──────── MATERIAL PROVIDED ────────

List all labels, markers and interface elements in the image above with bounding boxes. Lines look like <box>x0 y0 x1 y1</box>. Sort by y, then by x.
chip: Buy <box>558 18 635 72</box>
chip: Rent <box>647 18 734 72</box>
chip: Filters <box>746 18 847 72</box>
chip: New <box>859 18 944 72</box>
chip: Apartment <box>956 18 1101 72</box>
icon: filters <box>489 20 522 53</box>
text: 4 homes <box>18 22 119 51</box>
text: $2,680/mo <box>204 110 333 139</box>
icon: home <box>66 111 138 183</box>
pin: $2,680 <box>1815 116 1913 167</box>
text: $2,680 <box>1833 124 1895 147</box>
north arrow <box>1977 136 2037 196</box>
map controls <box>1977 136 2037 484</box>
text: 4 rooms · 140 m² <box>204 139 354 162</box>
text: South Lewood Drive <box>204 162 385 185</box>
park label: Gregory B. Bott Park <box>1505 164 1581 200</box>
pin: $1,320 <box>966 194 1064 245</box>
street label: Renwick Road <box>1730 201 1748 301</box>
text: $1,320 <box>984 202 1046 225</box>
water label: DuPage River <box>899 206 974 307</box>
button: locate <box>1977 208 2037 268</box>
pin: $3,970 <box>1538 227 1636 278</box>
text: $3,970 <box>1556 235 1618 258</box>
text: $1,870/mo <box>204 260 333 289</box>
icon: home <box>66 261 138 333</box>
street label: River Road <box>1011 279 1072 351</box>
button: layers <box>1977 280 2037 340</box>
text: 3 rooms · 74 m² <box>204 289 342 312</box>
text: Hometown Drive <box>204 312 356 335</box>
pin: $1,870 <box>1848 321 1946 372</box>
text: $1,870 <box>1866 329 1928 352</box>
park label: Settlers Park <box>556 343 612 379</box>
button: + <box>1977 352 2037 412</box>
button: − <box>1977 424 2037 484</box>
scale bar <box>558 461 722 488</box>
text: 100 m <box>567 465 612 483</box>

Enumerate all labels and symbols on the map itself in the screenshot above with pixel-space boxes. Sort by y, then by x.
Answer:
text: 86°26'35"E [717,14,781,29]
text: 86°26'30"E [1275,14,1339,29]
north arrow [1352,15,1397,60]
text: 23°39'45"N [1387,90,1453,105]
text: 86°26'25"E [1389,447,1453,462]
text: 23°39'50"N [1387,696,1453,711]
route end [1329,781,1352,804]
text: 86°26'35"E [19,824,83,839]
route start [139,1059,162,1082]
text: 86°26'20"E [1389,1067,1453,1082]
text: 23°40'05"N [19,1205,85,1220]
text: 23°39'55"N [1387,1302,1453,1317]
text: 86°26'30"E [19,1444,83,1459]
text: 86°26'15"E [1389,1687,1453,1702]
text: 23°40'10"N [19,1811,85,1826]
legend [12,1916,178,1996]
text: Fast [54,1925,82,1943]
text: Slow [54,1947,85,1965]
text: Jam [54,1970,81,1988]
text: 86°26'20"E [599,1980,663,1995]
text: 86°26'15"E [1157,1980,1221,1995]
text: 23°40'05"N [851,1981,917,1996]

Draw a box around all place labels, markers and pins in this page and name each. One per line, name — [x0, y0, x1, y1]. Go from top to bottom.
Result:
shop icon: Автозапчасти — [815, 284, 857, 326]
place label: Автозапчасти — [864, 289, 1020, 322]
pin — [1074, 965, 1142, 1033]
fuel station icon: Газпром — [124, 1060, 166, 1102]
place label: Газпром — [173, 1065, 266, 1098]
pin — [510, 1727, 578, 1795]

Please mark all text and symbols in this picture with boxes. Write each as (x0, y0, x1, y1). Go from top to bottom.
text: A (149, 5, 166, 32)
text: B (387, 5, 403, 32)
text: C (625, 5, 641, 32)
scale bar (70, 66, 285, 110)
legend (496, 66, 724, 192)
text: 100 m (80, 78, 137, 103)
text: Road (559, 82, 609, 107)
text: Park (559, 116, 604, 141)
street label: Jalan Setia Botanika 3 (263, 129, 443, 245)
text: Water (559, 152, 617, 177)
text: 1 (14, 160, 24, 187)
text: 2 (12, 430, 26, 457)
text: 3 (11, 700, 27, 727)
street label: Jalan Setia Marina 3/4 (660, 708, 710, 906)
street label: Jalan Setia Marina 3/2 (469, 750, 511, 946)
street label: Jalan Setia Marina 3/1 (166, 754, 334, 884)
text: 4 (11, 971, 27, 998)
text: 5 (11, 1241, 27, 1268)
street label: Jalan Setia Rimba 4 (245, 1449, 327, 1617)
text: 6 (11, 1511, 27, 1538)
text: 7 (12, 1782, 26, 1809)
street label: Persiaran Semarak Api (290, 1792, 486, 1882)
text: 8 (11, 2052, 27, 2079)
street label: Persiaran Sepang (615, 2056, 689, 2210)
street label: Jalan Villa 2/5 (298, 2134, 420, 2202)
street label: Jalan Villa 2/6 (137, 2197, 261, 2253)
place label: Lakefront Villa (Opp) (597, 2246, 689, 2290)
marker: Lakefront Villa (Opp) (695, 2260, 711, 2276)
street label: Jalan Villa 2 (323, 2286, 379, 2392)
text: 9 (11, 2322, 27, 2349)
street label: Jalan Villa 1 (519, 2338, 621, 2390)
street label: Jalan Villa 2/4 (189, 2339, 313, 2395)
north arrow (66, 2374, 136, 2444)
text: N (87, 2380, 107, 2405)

────────

TASK INSTRUCTIONS
Only lines holding the word "bottom" belong in the answer; copy each one from the material.

RESPONSE BOX
Draw a box around all place labels, markers and pins in this page and name each. One per line, name — [x0, y0, x1, y1]. Go from top to bottom.
Please mark all text and symbols in this picture with boxes. Write each as (x0, y0, x1, y1). Go from top to bottom.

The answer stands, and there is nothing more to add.